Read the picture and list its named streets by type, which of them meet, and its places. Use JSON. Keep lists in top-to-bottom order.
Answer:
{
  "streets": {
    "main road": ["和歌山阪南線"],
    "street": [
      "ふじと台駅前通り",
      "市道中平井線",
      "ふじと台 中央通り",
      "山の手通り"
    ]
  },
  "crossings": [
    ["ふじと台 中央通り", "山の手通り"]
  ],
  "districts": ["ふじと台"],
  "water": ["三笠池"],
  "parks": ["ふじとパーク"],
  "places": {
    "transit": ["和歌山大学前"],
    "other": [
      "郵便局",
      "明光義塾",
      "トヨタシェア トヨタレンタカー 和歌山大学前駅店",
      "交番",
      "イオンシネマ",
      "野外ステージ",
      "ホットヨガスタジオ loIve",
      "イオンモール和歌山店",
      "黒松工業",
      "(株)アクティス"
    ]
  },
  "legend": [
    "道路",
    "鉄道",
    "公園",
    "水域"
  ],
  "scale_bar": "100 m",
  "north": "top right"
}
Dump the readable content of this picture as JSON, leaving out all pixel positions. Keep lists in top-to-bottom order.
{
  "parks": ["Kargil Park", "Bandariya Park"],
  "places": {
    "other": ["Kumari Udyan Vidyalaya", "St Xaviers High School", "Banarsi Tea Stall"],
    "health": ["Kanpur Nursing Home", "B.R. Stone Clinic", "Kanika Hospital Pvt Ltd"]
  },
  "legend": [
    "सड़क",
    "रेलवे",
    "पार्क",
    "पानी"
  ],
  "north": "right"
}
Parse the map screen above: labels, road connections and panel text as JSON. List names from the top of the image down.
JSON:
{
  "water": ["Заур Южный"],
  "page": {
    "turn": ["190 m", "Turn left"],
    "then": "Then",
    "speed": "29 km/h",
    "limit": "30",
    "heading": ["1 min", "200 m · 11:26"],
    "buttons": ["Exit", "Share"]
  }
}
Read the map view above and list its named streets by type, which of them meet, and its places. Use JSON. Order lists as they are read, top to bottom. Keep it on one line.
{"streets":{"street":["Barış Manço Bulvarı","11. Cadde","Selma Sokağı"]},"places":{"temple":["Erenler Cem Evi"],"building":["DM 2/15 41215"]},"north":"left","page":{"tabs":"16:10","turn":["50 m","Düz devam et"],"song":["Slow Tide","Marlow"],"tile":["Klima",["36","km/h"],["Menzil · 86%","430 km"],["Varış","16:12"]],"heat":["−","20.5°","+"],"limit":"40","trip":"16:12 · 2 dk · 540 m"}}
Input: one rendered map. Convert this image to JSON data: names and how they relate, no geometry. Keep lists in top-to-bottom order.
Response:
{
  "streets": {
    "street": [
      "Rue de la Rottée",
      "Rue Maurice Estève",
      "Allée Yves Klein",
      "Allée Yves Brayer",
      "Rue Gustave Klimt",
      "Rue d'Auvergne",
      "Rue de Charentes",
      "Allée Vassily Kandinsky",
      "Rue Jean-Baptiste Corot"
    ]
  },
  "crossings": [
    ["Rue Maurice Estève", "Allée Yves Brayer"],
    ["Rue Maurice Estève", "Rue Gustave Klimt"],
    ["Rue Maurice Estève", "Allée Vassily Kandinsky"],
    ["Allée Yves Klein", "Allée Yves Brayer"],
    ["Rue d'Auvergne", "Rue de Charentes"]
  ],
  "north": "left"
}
☆ ☆ ☆ ☆
**Task brief:** Copy the entire listing exactly. Do not skip a line.

**Exercise answer:**
Read the picture and list its named streets by type, which of them meet, and its places. Use JSON. Keep lists in top-to-bottom order.
Answer:
{
  "streets": {
    "main road": ["和歌山阪南線"],
    "street": [
      "ふじと台駅前通り",
      "市道中平井線",
      "ふじと台 中央通り",
      "山の手通り"
    ]
  },
  "crossings": [
    ["ふじと台 中央通り", "山の手通り"]
  ],
  "districts": ["ふじと台"],
  "water": ["三笠池"],
  "parks": ["ふじとパーク"],
  "places": {
    "transit": ["和歌山大学前"],
    "other": [
      "郵便局",
      "明光義塾",
      "トヨタシェア トヨタレンタカー 和歌山大学前駅店",
      "交番",
      "イオンシネマ",
      "野外ステージ",
      "ホットヨガスタジオ loIve",
      "イオンモール和歌山店",
      "黒松工業",
      "(株)アクティス"
    ]
  },
  "legend": [
    "道路",
    "鉄道",
    "公園",
    "水域"
  ],
  "scale_bar": "100 m",
  "north": "top right"
}
Dump the readable content of this picture as JSON, leaving out all pixel positions. Keep lists in top-to-bottom order.
{
  "parks": ["Kargil Park", "Bandariya Park"],
  "places": {
    "other": ["Kumari Udyan Vidyalaya", "St Xaviers High School", "Banarsi Tea Stall"],
    "health": ["Kanpur Nursing Home", "B.R. Stone Clinic", "Kanika Hospital Pvt Ltd"]
  },
  "legend": [
    "सड़क",
    "रेलवे",
    "पार्क",
    "पानी"
  ],
  "north": "right"
}
Parse the map screen above: labels, road connections and panel text as JSON. List names from the top of the image down.
JSON:
{
  "water": ["Заур Южный"],
  "page": {
    "turn": ["190 m", "Turn left"],
    "then": "Then",
    "speed": "29 km/h",
    "limit": "30",
    "heading": ["1 min", "200 m · 11:26"],
    "buttons": ["Exit", "Share"]
  }
}
Read the map view above and list its named streets by type, which of them meet, and its places. Use JSON. Order lists as they are read, top to bottom. Keep it on one line.
{"streets":{"street":["Barış Manço Bulvarı","11. Cadde","Selma Sokağı"]},"places":{"temple":["Erenler Cem Evi"],"building":["DM 2/15 41215"]},"north":"left","page":{"tabs":"16:10","turn":["50 m","Düz devam et"],"song":["Slow Tide","Marlow"],"tile":["Klima",["36","km/h"],["Menzil · 86%","430 km"],["Varış","16:12"]],"heat":["−","20.5°","+"],"limit":"40","trip":"16:12 · 2 dk · 540 m"}}
Input: one rendered map. Convert this image to JSON data: names and how they relate, no geometry. Keep lists in top-to-bottom order.
Response:
{
  "streets": {
    "street": [
      "Rue de la Rottée",
      "Rue Maurice Estève",
      "Allée Yves Klein",
      "Allée Yves Brayer",
      "Rue Gustave Klimt",
      "Rue d'Auvergne",
      "Rue de Charentes",
      "Allée Vassily Kandinsky",
      "Rue Jean-Baptiste Corot"
    ]
  },
  "crossings": [
    ["Rue Maurice Estève", "Allée Yves Brayer"],
    ["Rue Maurice Estève", "Rue Gustave Klimt"],
    ["Rue Maurice Estève", "Allée Vassily Kandinsky"],
    ["Allée Yves Klein", "Allée Yves Brayer"],
    ["Rue d'Auvergne", "Rue de Charentes"]
  ],
  "north": "left"
}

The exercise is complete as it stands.